:: Information provided

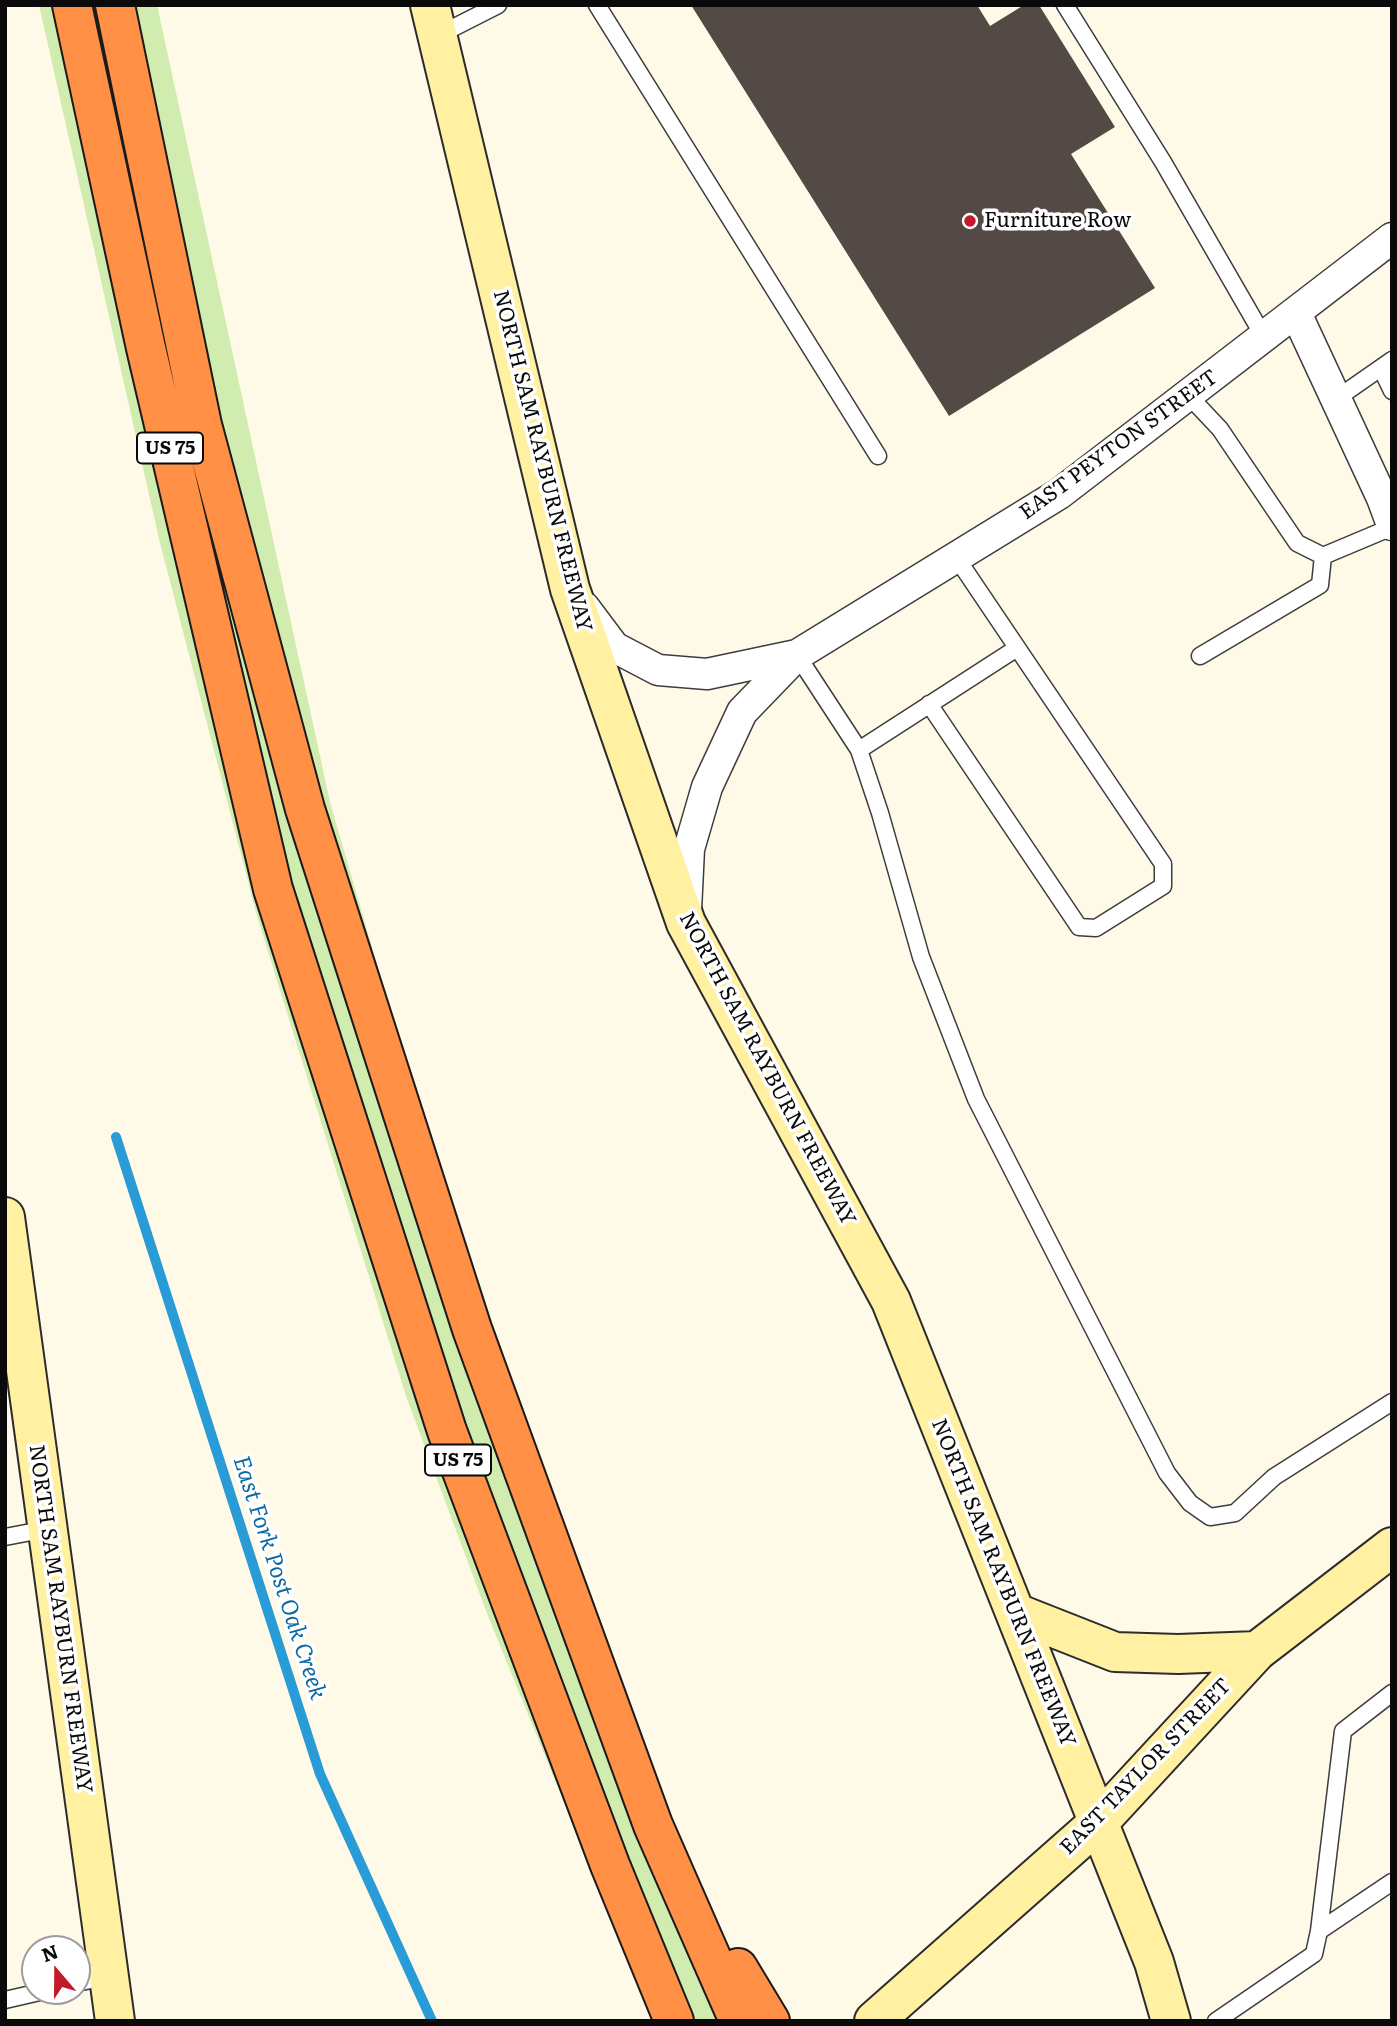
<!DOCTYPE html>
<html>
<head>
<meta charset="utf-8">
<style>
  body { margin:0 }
  #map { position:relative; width:1397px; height:2026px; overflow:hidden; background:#fff9e7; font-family:Literata,serif }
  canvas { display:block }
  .frame { position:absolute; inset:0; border:7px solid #0a0a0a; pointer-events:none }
  .north { position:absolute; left:21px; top:1935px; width:70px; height:70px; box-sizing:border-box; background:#fff; border:2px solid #9d9d9d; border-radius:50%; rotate:340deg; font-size:19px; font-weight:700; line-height:28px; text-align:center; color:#0a0a0a }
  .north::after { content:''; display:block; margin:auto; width:24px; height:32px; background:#c3192a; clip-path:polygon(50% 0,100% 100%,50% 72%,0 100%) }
</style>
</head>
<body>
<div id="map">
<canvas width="1397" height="2026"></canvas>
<div class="frame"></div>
<div class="north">N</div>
</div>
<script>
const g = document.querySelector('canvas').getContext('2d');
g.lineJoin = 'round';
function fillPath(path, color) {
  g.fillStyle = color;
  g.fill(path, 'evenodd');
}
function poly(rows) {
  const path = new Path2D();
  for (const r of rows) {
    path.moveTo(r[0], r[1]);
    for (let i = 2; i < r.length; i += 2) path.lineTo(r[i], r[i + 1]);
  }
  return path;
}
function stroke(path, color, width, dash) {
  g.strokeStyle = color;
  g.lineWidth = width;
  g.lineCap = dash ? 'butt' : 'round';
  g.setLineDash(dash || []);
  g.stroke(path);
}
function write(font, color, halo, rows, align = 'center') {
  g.font = font + ' Literata,serif';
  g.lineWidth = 7;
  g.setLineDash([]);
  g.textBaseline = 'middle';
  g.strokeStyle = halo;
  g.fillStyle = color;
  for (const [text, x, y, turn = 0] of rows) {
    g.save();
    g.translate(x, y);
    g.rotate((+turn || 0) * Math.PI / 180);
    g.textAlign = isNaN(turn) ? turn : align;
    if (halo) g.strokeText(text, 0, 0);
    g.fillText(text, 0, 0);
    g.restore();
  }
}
fillPath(poly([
  [39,5,157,5,330,802,424,1127,638,1738,695,1877,762,2021,653,2021,488,1616,407,1399,257,916,159,539]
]), '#d1ecaf');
stroke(poly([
  [116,1137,320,1774,432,2021]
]), '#299bd7', 10);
fillPath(poly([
  [691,5,977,5,990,26,1024,5,1039,5,1115,127,1071,154,1155,288,949,416]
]), '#534a46');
const service = poly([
  [597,5,878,456],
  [1065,5,1163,162,1264,337],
  [437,36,498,5],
  [1381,368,1392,391],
  [1188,395,1220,429,1297,543,1323,556,1392,527],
  [1336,399,1392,360],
  [797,655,859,750,880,813,921,957,976,1099,1167,1473,1190,1503,1210,1517,1235,1513,1274,1477,1392,1402],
  [1200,656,1320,585,1323,556],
  [929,704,1079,927,1096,928,1163,886,1163,864,956,557],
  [859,750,1017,648],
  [5,1537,47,1529],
  [1319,1931,1392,1882],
  [77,1983,109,1976],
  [5,2000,44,1991],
  [1216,2021,1314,1954,1319,1931,1343,1731,1392,1693]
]);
const minor = poly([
  [1296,313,1382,498,1392,525],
  [584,607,614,647,658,670,707,674,797,655],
  [686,910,689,849,707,787,742,712,797,655,1059,494,1392,238]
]);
const secondary = poly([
  [430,5,570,589,686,923,891,1301,1154,1962,1171,2021],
  [5,1217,115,2021],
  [1016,1613,1115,1652,1178,1654,1257,1651],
  [874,2021,1098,1823,1257,1651,1392,1547]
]);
const motorway = poly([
  [72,5,146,348,273,889,447,1431,610,1865,674,2021],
  [115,5,202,425,305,809,472,1329,653,1825,739,2021],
  [738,1968,770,2021]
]);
stroke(service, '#3d3d3d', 19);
stroke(minor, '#3d3d3d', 33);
stroke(secondary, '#2c2c2c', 42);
stroke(motorway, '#1b1b1b', 42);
stroke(service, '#fff', 16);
stroke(minor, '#fff', 30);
stroke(secondary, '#fff0a2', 38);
stroke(motorway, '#ff9045', 38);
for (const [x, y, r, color] of [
  [970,221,7,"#c3192a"]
]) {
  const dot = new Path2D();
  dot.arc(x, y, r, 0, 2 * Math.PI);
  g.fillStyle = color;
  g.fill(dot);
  stroke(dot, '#fff', 2.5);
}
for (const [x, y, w] of [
  [170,448,66],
  [458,1460,66]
]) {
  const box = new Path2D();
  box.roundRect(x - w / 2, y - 15.5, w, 31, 5);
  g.fillStyle = '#fff';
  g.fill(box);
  stroke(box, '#0a0a0a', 2);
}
write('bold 19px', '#0a0a0a', null, [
  ["US 75",170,448],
  ["US 75",458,1460]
]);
write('21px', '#0a0a0a', '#fff', [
  ["Furniture Row",984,221]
], 'left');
write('21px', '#0a0a0a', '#fff', [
  ["EAST PEYTON STREET",1119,445,-36],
  ["NORTH SAM RAYBURN FREEWAY",542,461,76],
  ["NORTH SAM RAYBURN FREEWAY",767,1069,62],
  ["NORTH SAM RAYBURN FREEWAY",1003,1583,68],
  ["NORTH SAM RAYBURN FREEWAY",60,1619,82],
  ["EAST TAYLOR STREET",1146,1767,-46]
]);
write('italic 23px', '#0c69a3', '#fff', [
  ["East Fork Post Oak Creek",279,1578,72]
]);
</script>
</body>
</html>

::::

- Requirement -
Could you transcribe the entries above word for word, from the line with "g.textAlign = isNaN(turn) ? turn : align;" down to the line with "[116,1137,320,1774,432,2021]", keeping both?

- Completed exercise -
    g.textAlign = isNaN(turn) ? turn : align;
    if (halo) g.strokeText(text, 0, 0);
    g.fillText(text, 0, 0);
    g.restore();
  }
}
fillPath(poly([
  [39,5,157,5,330,802,424,1127,638,1738,695,1877,762,2021,653,2021,488,1616,407,1399,257,916,159,539]
]), '#d1ecaf');
stroke(poly([
  [116,1137,320,1774,432,2021]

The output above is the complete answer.